◆ Task data ◆
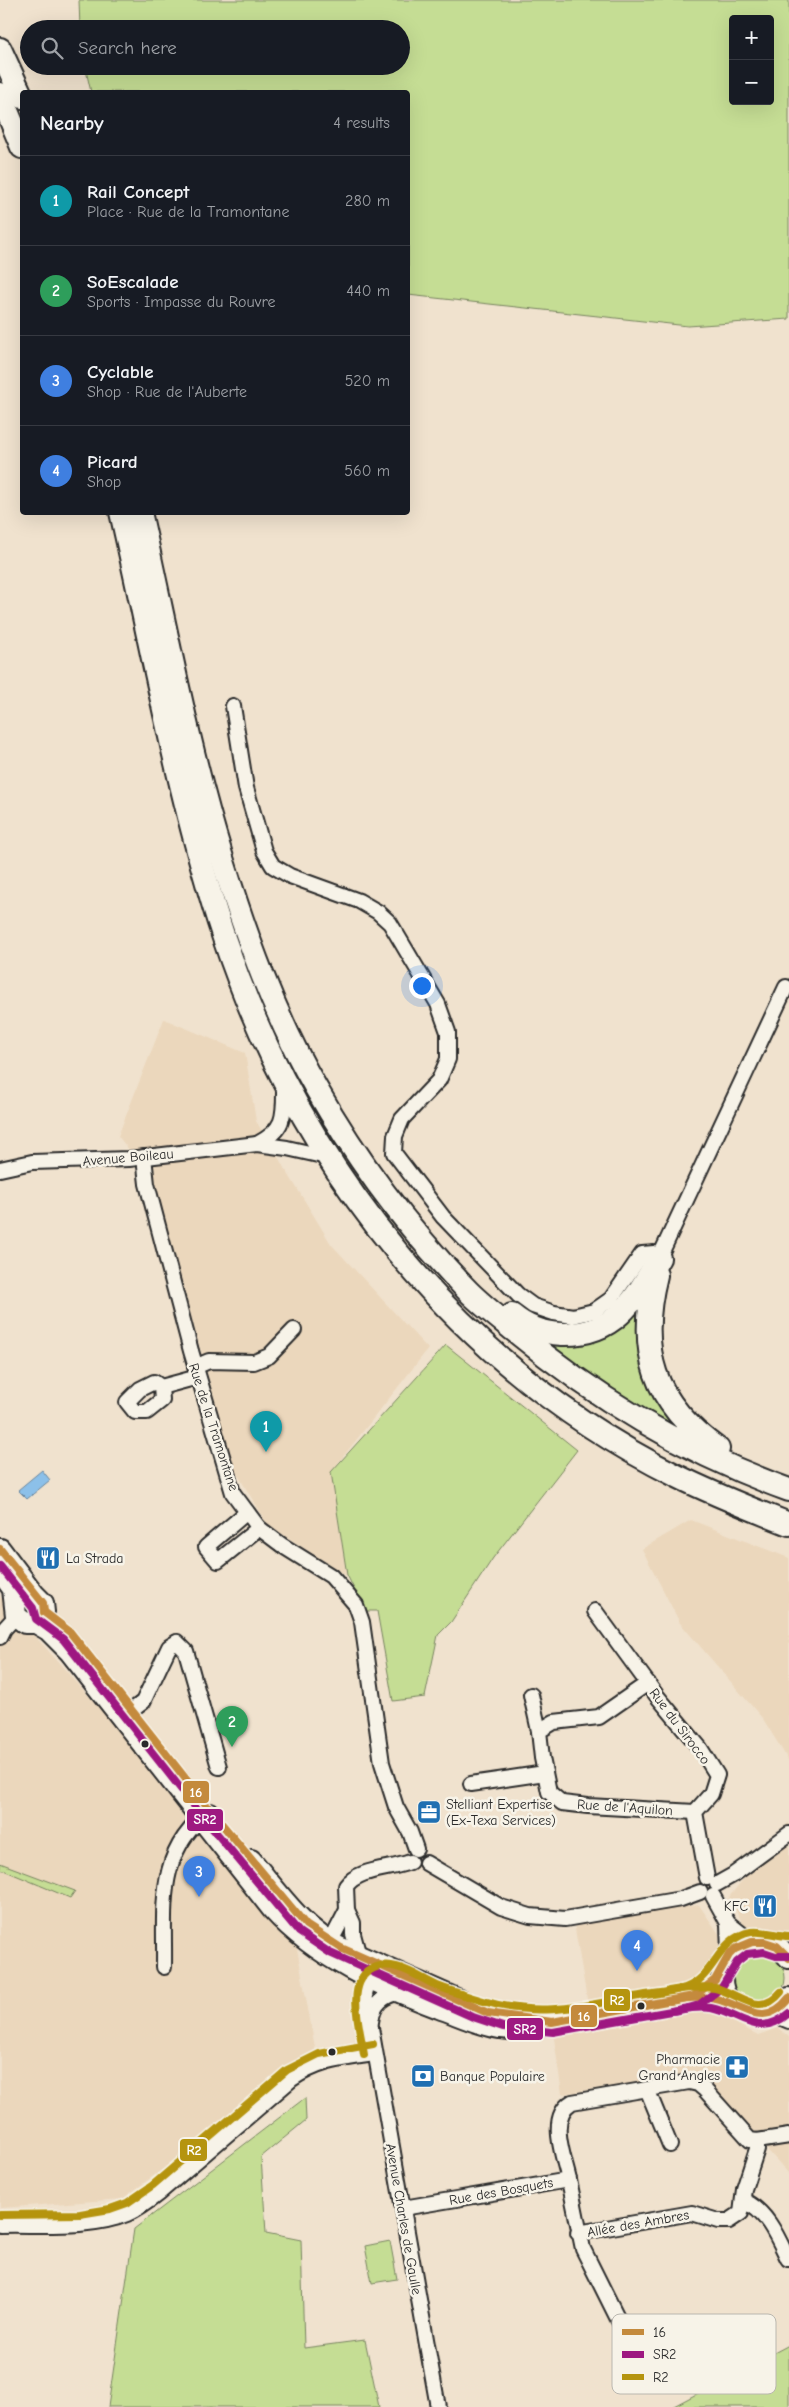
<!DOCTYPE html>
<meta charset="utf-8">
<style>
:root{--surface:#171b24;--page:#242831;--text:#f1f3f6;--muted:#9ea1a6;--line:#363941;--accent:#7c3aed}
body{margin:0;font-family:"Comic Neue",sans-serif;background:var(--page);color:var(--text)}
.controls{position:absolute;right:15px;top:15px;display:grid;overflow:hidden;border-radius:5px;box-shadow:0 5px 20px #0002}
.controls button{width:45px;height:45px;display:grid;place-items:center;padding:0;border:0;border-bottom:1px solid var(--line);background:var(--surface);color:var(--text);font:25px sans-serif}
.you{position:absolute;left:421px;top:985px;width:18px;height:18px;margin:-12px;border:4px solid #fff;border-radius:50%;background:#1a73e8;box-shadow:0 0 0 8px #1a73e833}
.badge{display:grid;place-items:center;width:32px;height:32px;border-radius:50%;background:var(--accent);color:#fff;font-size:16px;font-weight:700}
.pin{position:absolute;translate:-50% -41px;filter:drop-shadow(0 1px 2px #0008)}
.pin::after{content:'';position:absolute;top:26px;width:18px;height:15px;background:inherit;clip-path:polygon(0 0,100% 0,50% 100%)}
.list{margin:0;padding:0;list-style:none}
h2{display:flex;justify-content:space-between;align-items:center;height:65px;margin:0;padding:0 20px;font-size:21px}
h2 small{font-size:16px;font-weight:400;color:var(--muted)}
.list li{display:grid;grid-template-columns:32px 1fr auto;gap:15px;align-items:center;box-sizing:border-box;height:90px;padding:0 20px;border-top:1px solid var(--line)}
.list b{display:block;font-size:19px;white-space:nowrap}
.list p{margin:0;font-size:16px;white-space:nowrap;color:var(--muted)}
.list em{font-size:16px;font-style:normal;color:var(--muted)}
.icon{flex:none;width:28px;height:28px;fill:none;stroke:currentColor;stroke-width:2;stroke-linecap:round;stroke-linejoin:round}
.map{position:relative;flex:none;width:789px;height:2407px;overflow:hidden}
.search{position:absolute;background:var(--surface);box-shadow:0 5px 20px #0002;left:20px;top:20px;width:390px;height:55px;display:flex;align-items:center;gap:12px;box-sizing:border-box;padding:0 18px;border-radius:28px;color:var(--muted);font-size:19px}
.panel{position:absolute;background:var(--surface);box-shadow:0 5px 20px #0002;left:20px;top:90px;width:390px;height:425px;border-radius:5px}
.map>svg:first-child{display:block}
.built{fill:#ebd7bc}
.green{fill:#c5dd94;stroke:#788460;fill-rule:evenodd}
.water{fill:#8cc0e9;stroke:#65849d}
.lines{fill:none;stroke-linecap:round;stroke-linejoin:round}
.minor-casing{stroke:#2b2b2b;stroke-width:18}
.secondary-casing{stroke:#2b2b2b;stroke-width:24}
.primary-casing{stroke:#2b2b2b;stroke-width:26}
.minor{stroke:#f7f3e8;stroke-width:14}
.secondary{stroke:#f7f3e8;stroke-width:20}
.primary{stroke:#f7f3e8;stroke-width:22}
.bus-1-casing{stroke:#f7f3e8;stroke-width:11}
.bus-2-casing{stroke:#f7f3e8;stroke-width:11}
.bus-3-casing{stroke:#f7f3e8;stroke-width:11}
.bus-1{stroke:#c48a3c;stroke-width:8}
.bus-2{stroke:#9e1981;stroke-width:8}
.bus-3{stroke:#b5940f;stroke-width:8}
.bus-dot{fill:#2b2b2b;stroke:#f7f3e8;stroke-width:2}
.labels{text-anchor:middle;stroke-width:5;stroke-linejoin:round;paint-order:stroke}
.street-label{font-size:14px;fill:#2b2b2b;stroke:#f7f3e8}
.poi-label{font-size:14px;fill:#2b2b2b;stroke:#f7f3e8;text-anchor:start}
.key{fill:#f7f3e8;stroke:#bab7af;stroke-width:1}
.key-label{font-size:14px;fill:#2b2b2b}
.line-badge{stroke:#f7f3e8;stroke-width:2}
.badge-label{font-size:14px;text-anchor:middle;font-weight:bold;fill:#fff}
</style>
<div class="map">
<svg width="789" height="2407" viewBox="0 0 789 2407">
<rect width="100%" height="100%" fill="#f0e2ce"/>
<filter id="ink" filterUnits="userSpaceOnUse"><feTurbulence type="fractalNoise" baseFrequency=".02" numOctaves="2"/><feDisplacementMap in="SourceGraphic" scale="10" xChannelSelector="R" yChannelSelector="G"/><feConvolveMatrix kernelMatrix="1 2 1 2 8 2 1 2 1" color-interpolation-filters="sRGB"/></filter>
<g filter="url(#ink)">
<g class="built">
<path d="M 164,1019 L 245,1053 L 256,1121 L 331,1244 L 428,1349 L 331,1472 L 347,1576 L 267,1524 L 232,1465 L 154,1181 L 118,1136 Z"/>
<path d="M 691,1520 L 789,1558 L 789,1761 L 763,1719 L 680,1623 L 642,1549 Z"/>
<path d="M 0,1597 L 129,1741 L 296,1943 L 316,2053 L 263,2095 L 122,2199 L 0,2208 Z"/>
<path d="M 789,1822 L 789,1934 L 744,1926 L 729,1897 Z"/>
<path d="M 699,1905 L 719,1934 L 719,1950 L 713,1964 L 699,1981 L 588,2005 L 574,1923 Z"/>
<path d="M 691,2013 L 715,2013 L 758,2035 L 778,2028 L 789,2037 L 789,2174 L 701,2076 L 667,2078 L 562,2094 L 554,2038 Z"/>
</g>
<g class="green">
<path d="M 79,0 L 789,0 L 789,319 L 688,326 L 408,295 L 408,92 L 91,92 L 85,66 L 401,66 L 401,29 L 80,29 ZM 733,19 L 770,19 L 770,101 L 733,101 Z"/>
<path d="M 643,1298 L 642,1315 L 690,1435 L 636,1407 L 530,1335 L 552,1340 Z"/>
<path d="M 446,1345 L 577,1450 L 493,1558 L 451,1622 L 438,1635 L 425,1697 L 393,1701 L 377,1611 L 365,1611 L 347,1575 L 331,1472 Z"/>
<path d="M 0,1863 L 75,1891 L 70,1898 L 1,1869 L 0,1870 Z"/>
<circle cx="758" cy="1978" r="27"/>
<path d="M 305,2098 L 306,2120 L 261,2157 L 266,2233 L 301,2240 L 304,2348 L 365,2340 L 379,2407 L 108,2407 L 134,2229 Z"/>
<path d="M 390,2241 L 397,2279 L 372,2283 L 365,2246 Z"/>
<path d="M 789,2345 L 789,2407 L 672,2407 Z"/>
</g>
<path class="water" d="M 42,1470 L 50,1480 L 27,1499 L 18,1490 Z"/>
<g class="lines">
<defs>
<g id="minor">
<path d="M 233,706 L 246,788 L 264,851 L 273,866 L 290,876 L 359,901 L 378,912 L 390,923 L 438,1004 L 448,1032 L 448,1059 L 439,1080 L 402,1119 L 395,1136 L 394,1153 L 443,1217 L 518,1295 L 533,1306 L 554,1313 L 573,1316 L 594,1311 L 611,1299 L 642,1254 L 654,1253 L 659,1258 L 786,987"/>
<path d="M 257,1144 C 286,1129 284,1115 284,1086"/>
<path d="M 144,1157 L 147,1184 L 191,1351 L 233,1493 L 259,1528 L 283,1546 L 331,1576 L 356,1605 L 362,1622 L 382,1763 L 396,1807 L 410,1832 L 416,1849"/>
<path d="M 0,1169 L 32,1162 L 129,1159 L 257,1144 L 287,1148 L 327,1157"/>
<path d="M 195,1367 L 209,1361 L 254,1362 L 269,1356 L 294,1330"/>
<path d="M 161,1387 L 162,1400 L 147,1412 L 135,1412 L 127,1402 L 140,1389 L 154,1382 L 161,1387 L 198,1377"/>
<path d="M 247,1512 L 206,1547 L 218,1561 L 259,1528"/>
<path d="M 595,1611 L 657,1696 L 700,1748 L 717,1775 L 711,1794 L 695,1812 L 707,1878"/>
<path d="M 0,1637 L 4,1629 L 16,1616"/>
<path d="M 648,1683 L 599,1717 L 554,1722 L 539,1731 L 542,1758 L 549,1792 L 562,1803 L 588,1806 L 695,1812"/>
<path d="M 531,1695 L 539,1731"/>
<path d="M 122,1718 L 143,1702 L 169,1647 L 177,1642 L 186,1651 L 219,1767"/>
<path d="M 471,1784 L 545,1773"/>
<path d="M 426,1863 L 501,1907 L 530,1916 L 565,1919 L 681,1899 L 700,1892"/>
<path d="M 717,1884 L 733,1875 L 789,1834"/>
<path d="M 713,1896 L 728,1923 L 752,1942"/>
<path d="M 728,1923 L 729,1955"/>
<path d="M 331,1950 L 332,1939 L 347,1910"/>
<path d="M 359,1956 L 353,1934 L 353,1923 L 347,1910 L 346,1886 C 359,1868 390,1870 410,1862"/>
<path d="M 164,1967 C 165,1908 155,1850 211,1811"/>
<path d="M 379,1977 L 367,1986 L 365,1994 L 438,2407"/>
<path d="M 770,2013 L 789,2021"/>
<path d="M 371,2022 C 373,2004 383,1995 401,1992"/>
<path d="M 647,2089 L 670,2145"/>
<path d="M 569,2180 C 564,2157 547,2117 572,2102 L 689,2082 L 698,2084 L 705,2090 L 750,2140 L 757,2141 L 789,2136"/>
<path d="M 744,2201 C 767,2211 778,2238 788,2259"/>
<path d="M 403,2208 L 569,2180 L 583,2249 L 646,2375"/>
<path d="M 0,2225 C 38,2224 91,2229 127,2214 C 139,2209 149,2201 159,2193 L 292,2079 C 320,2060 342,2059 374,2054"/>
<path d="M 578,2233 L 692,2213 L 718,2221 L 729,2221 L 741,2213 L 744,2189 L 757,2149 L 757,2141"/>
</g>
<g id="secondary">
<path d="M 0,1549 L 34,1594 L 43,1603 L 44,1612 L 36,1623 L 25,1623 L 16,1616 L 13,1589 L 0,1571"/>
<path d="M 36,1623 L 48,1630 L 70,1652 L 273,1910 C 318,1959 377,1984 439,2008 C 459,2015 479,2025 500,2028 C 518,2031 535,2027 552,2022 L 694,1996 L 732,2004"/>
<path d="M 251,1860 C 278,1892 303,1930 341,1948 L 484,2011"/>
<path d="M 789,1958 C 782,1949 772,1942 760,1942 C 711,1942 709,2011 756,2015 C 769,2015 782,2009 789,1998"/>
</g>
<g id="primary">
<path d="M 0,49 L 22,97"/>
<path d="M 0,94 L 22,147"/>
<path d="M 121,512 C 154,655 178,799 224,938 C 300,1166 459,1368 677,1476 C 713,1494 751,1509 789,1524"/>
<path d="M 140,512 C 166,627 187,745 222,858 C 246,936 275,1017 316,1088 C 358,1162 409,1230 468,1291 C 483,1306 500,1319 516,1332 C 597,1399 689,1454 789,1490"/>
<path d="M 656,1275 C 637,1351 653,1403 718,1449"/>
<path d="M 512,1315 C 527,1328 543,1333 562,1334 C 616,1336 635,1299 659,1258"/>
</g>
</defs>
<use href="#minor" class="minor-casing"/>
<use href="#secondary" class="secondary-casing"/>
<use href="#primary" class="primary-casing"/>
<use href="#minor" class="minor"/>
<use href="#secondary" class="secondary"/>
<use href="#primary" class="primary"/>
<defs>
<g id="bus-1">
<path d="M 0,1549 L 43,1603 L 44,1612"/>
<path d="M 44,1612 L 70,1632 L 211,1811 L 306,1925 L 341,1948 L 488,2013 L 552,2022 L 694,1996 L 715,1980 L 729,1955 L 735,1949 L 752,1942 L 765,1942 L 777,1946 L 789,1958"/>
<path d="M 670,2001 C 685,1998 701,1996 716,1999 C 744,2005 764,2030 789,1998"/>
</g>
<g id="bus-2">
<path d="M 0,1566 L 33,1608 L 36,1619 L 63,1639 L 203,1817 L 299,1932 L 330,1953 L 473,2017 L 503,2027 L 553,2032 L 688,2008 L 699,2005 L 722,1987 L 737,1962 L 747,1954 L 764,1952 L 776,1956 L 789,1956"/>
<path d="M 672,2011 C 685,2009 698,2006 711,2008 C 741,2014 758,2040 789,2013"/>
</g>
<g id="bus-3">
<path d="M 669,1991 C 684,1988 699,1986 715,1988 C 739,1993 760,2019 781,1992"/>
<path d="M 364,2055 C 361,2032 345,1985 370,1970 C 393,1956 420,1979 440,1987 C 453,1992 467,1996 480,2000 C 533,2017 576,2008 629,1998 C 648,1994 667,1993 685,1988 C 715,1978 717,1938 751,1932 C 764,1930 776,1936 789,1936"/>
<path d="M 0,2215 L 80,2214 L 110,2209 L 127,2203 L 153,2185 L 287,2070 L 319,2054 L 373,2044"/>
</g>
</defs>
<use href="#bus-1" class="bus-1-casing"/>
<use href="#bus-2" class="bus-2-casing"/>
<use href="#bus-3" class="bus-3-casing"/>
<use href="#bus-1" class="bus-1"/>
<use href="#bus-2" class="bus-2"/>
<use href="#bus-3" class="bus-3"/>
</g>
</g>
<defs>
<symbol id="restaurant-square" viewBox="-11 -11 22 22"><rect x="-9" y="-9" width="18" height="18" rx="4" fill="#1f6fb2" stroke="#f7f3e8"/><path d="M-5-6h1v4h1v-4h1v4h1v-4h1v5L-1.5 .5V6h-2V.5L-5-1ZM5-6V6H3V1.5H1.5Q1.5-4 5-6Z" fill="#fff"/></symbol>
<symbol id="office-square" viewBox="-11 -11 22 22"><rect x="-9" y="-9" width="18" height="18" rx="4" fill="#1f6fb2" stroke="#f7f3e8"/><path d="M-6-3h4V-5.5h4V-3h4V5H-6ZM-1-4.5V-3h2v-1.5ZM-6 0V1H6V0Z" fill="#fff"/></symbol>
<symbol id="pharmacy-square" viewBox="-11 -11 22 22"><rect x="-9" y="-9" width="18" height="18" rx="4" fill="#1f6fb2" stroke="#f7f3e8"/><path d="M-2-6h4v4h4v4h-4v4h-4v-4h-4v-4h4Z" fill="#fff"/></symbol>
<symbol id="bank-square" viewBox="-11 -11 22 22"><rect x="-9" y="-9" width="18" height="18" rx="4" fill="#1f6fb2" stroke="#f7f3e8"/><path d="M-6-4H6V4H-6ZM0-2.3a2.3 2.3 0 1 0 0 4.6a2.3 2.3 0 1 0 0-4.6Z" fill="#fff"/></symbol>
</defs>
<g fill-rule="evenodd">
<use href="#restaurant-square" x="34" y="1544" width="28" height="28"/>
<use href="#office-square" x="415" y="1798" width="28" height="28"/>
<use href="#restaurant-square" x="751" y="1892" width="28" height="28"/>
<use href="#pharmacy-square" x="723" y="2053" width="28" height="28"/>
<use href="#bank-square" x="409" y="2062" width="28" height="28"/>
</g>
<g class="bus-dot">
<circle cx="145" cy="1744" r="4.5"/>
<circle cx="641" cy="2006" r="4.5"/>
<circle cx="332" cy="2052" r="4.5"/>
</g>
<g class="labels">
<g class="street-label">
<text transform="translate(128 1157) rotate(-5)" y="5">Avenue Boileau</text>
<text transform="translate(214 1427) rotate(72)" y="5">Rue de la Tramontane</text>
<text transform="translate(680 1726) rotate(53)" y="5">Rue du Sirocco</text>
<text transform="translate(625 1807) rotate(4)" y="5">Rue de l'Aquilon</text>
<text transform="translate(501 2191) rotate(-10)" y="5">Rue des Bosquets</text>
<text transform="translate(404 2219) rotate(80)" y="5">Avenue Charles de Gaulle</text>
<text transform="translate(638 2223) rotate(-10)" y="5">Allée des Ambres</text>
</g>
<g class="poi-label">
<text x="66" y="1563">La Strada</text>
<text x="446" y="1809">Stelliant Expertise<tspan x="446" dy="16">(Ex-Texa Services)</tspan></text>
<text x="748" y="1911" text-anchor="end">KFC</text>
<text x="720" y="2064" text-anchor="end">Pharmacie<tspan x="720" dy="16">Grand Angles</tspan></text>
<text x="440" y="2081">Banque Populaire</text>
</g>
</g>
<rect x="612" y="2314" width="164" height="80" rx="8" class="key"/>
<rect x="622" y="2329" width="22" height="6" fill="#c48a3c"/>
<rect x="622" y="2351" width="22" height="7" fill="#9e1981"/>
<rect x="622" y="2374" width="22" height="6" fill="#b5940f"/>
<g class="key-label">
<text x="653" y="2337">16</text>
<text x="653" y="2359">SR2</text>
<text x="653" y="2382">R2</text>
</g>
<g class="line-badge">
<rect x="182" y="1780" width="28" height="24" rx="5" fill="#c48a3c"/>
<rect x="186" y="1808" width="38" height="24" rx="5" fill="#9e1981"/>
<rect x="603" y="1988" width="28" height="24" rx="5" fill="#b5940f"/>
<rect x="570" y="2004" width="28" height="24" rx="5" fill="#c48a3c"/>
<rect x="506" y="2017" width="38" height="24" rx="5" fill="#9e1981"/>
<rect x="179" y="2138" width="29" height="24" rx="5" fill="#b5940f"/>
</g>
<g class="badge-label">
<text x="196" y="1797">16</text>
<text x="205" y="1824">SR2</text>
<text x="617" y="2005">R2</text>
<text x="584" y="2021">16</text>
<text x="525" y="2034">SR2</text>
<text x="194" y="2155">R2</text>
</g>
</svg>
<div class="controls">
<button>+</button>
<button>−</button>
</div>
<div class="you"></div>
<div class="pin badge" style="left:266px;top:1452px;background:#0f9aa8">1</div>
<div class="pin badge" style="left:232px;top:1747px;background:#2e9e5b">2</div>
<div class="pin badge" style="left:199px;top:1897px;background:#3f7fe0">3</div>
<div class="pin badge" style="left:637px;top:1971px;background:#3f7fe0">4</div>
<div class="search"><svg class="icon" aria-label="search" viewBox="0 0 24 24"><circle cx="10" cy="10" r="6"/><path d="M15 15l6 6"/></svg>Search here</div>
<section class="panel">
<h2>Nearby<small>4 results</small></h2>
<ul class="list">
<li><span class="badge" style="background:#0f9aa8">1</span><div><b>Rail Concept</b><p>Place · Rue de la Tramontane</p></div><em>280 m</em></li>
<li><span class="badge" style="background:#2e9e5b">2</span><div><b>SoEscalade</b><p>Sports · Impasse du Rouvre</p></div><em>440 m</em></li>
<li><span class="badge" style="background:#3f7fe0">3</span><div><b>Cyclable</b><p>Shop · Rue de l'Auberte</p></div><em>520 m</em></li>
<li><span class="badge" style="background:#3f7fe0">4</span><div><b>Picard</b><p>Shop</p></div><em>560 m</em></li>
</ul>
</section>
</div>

◆ What the task requires ◆
Look through the data above. Find each line with the string "accent" and copy it.

◆ Exercise answer ◆
:root{--surface:#171b24;--page:#242831;--text:#f1f3f6;--muted:#9ea1a6;--line:#363941;--accent:#7c3aed}
.badge{display:grid;place-items:center;width:32px;height:32px;border-radius:50%;background:var(--accent);color:#fff;font-size:16px;font-weight:700}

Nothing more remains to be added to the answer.